Can Mobile Wallets With Spending Limits and no KYC Boost Digital Payments in India?
Can Mobile Wallets With Spending Limits and no KYC Boost Digital Payments in India?
The Nandan Nilekani led panel has recommended to the RBI that simplifying KYC would help increase adoption. KYC norms are something mobile wallets are currently struggling with.

Mobile wallets in India are struggling. The numbers from the National Payments Corporation of India (NPCI) suggests that while mobile payment transaction value was Rs 15.9 crores in March this year, the Unified Payments Interface (UPI) transaction value shot up to Rs 1.3 trillion at the same time. This meant mobile wallet apps such as Paytm struggled, while UPI based apps such as Google Pay and PhonePe have been the big gainers. This is why the recent recommendations shared by the Nandan Nilekani led High Level Committee on Deepening of Digital Payments with the Reserve Bank of India (RBI) could give us a good idea of what could possibly be going wrong.

Among the other recommendations, the High Level Committee on Deepening of Digital Payments says that the RBI and the Government of India should target an increase, by a factor of 10, in the volume of digital payments in the next three years. Per capita digital transactions stand at 22 in March 2019 and are expected to increase to 220 by March 2022, according to the committee. This will lead to an increase in the number of users of digital transactions from 100 million to 300 million. What really stands out are the specific recommendations regarding KYC, the know-your-customer verification process, which all mobile wallets need to complete for their users.
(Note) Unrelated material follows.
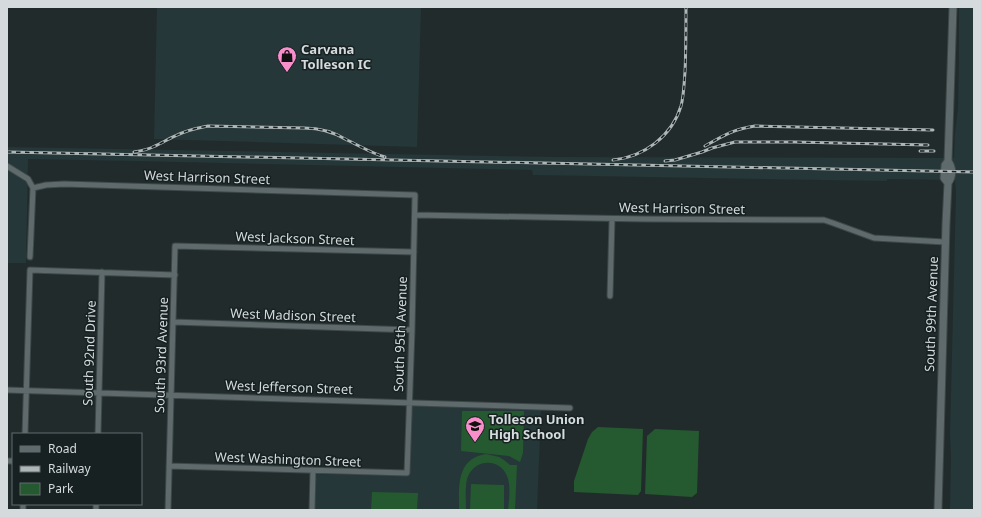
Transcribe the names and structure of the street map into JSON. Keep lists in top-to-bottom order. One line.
{"streets":{"main road":["South 99th Avenue"],"street":["West Harrison Street","West Jackson Street","West Madison Street","South 95th Avenue","South 92nd Drive","South 93rd Avenue","West Jefferson Street","West Washington Street"]},"crossings":[["West Harrison Street","South 99th Avenue"],["West Harrison Street","South 95th Avenue"],["West Jackson Street","South 95th Avenue"],["West Jackson Street","South 93rd Avenue"],["West Madison Street","South 95th Avenue"],["West Madison Street","South 93rd Avenue"],["South 95th Avenue","West Jefferson Street"],["South 95th Avenue","West Washington Street"],["South 92nd Drive","West Jefferson Street"],["South 93rd Avenue","West Jefferson Street"],["South 93rd Avenue","West Washington Street"]],"places":{"shop":["Carvana Tolleson IC"],"school or university":["Tolleson Union High School"]},"legend":["Road","Railway","Park"]}
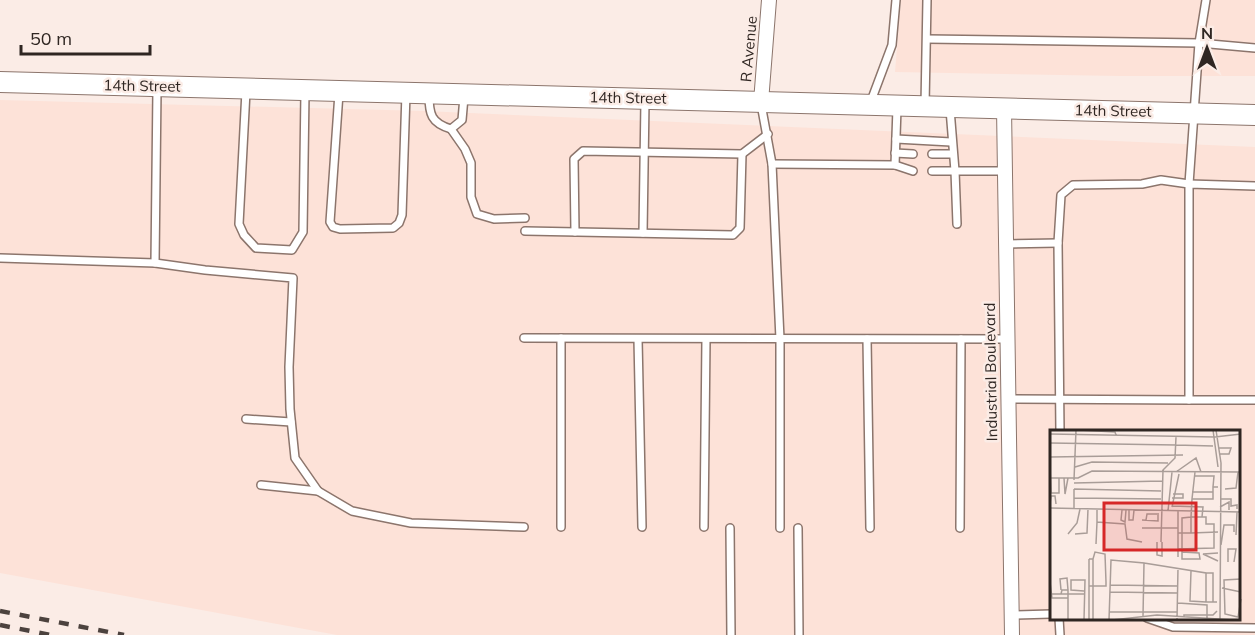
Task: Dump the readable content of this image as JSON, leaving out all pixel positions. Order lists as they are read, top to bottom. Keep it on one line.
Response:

Chances are, if you have opened your Paytm app or the Amazon Pay app recently, for instance, there would have been an alert telling you that you need to get physical KYC done for your account to remain fully active. This is because the e-KYC process is valid only for one year, post which the physical KYC is mandatory.

The Nandan Nilekani led High Level Committee on Deepening of Digital Payments suggests that regulations should allow for a No-KYC wallet. At any time, the user of a no-KYC wallet would be able to have a maximum value of Rs 2000 in the wallet, and the monthly spending would be capped at Rs 10,000. This could be one way to re-energize those digital wallets that are lying inactive, for the want of the physical KYC to be completed.

The recommendations also suggest simplification of the KYC rules. The committee says that if a user is opening a second financial account with the same institution, or a sister institution, relaxed KYC norms could be applied. For instance, of you already have a KYC compliant account with a financial institution for instance, a separate KYC for a mobile wallet or payments bank platform offered by the same financial institution can be simpler and limited.

The committee also suggests that if a user is loading money on a mobile wallet app from a KYC-compliant account, they should not be required to complete the complete physical verification again.

Opening a mutual fund account, by funding it from a KYC compliant bank account, while restricting that the folio continues to be funded from, and money refunded into that same account, should also not require extensive KYC, and the verification details should be linked with the compliant bank account.

Till now, e-wallets and digital wallets such as Paytm, Freecharge, Mobikwik and Amazon Pay offered users the option of partial KYC, which meant submitting an identity document (often digitally, such as uploading a scan of an identity document) as proof and confirming that with a one-time password (OTP) authentication using your mobile number. Such as the push for Aadhaar at one stage that every digital wallet company (as did mobile companies and pretty much everyone else, for that matter) used that for authentication and verification.

Two separate developments have meant a new set of rules will now be in place. First, in September last year, a five-member Constitution bench headed by former chief justice Dipak Misra ruled that it was “unconstitutional" for private firms to seek Aadhaar-based authentication. After the Supreme Court verdict, only the government can use Aadhaar for social welfare schemes. At the same time, RBI released the new guidelines that mandated full KYC for all customers. Digital wallet companies now cannot use Aadhaar data anymore, which meant every single customer that has already been verified needs to be re-verified. The emphasis is on offline verification, which means physical verification of identity documents which are then attached to a user’s ID on the platform.

The Unified Payments Interface is an instant real-time payment system developed by National Payments Corporation of India facilitating inter-bank transactions. A lot of apps including Google Pay and PhonePe adopted UPI, since these wallets don’t require separate KYC since they are linked to KYC-compliant bank accounts. The upcoming WhatsApp Pay service will also work on the UPI system, which means its potential users don’t need to run around to get KYC done.